Era un consejo sensato, y lo adoptamos.
Al cabo de una hora de marcha llegamos a un verdadero bosque de sagús. Algunas inofensivas serpientes huían de vez en cuando a nuestro paso. Las aves del paraíso nos huían y había perdido ya toda esperanza, cuando Conseil, que abría la marcha, se inclinó súbitamente, lanzó un grito triunfal y vino hacia mí con un magnífico ejemplar.
-¡Ah! ¡Bravo, Conseil! -exclamé, entusiasmado.
-Créame que no vale la pena de...
-¡Cómo que no! ¡Ahí es nada coger uno de estos pájaros vivos! ¡Y con la mano!
-Si el señor lo examina de cerca, podrá ver que no he tenido gran mérito.
-¿Porqué, Conseil?
-Porque este pájaro está borracho.
-¿Borracho?
-Sí, señor. Ebrio de la nuez moscada que estaba comiendo en la mirística en que lo he encontrado. Vea, amigo Ned, vea los terribles efectos de la intemperancia.
-¡Mil diantres! -replicó el canadiense-. ¡Mira que echarme en cara la ginebra que he bebido desde hace dos meses!
Al examinar al curioso pájaro vi que Conseil no se equivocaba. El ave del paraíso, embriagada por el jugo espirituoso, estaba reducida a la impotencia, incapaz de volar y apenas de andar. Pero eso no me preocupaba y le dejé dormir «la mona».

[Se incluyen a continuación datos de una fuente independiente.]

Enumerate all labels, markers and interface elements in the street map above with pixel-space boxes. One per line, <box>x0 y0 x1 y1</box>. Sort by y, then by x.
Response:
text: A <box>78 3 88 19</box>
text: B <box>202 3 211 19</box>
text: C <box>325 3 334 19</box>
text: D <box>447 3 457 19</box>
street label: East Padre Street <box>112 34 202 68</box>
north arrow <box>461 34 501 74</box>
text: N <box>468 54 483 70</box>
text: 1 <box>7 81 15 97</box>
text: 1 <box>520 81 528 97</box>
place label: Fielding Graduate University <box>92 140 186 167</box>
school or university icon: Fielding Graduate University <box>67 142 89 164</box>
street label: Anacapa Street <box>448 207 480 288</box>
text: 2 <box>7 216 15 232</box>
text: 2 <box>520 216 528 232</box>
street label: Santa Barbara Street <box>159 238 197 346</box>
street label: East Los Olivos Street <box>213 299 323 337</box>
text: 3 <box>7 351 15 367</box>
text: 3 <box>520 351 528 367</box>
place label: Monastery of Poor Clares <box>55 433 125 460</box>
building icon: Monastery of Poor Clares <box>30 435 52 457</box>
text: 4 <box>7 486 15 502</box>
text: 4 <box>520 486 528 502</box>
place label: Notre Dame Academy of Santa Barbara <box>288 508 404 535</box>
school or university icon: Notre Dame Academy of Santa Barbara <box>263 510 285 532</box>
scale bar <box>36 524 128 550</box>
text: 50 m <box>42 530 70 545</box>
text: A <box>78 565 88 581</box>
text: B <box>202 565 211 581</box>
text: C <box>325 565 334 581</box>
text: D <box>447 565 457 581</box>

Nuestra presa pertenecía a la más hermosa de las ocho especies conocidas en Papuasia y en la islas vecinas, es decir, a la llamada «gran esmeralda» que es, además, una de las más raras. Medía unos tres decímetros de largo. Su cabeza era relativamente pequeña y los ojos, situados cerca de la abertura del pico, eran también de pequeño tamaño. Todo él era una sinfonía de colores: el amarillo del pico, el marrón de las patas y de las uñas, el siena de las alas que en sus extremidades se tornaba en púrpura, el amarillo pajizo de la cabeza y del cuello, el esmeralda de la garganta, el marrón de la pechuga y del vientre. Las plumas, largas y ligeras de la cola, de una finura admirable, realzaban la belleza de este maravilloso pájaro, poéticamente llamado por los indígenas «pájaro de sol».
Yo deseaba vivamente poder llevar a París aquel soberbio ejemplar de ave del paraíso, a fin de donarlo al Jardín de Plantas, que no posee ninguno vivo.

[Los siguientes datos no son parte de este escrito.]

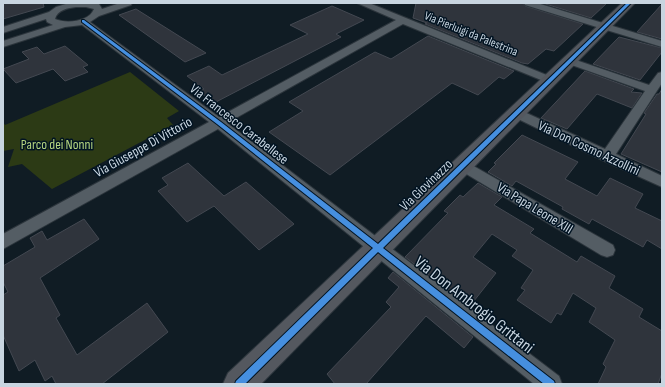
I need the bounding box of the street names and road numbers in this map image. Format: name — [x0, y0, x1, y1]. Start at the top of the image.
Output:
street label: Via Pierluigi da Palestrina — [422, 8, 520, 60]
street label: Via Francesco Carabellese — [186, 80, 292, 168]
street label: Via Giuseppe Di Vittorio — [91, 113, 195, 181]
street label: Via Don Cosmo Azzollini — [535, 117, 643, 179]
street label: Via Giovinazzo — [396, 156, 456, 214]
street label: Via Papa Leone XIII — [494, 179, 576, 237]
street label: Via Don Ambrogio Grittani — [410, 252, 538, 358]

-¿Es, pues, tan raro? -preguntó el canadiense, con el tono del cazador poco inclinado a estimar la caza desde un punto de vista artístico.
-Muy raro, sí, y, sobre todo, muy difícil de capturarlo vivo. Y aun muertos, estos pájaros son objeto de un comercio muy activo. Por eso, los indígenas han llegado incluso a fabricarlos, como se hace con las perlas y los diamantes.
-¿Cómo? -dijo Conseil-. ¿Es posible falsificar las aves de paraíso?
-Sí, Conseil.
-¿Y conoce el señor el procedimiento de los indígenas?
-Sí. Durante el monzón del Este, las aves del paraíso pierden las magníficas plumas que rodean su cola, esas plumas que los naturalistas han llamado subalares. Los falsificadores recogen esas plumas y las adaptan con mucha destreza a una pobre cotorra previamente mutilada. Luego tiñen las suturas, barnizan al pájaro y lo venden para su expedición a los museos y a los aficionados de Europa. Es una singular industria ésta.
-Bueno -dijo Ned Land-, si el pájaro no es auténtico sí lo son sus plumas, y como no está destinado a ser comido no lo veo mal.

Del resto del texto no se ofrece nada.